An oddball but interesting piece of rural noir that has languished in obscurity for a long while. There was a VHS release a couple of decades ago, but it seems to have had a very restricted distribution. Even so, it seems to be the only extant source for the movie.
It’d be nice to describe the obscurity as undeserved, but I’m not sure that’s completely accurate. If you go into the movie expecting it to obey the normal rules of narrative then you’re likely to be disappointed: judged in that context it’s fairly mediocre. If you’re happy simply to let Nightmare in the Sun take you wherever it chooses, then you may find it a more enjoyable viewing experience—if such a minor movie deserves such a pompous term. And it does, of course, have a pretty noteworthy cast.
Thanks to a lift given him by a deaf trucker (Davis, in what must surely be the smallest role of his career), a hitchhiker called Steve (Derek) arrives in the small town of Calab, otherwise known as the butt end of nowhere.

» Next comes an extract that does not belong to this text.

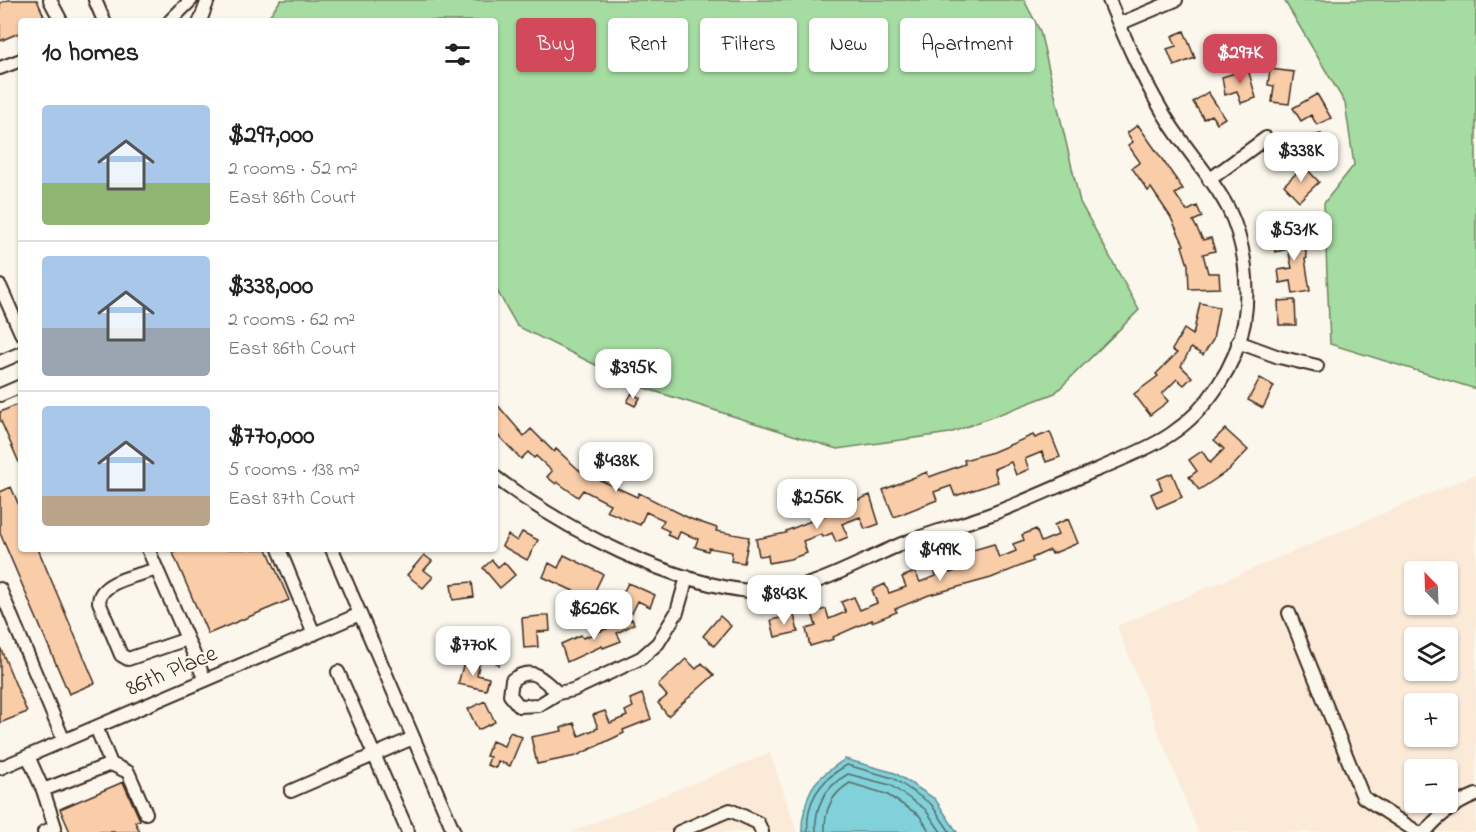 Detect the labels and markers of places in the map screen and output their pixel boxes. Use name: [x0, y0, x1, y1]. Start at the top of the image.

The friendly gas station proprietor, Hogan (Marley), informs him that the local sheriff don’t like him no hoboes, and advises him to get out of town while the going’s good.
Steve is soon picked up by Marsha Wilson (Andress, whose marriage to Derek was by this time effectively over), ostentatiously unfaithful much younger wife of local bigshot and boozer Sam Wilson (O’Connell). She takes Steve back to the ranch and, enlisting the help of a swimming pool, seduces him with startling ease, bearing in mind how much he says he adores the wife to whom he’s now returning after spending a year on the road straightening himself out.
(Despite being a year on the road, Steve is the world’s smartest hobo. The suitcase he carries, not much larger than a briefcase, contains changes of clothing, including what seems to be a freshly pressed suit.)
Sam comes home in time to overhear Marsha begging Steve not to leave her in this dump of a town with her ghastly husband, etc., and Steve telling her he’s going to leave her anyway, recent swimming-pool frolics notwithstanding. So Sam gets out his gun and murders Marsha. Also one of her stuffed toys, for some reason. In fact, he expends more bullets on her bizarre orange-haired doll than he does on Marsha.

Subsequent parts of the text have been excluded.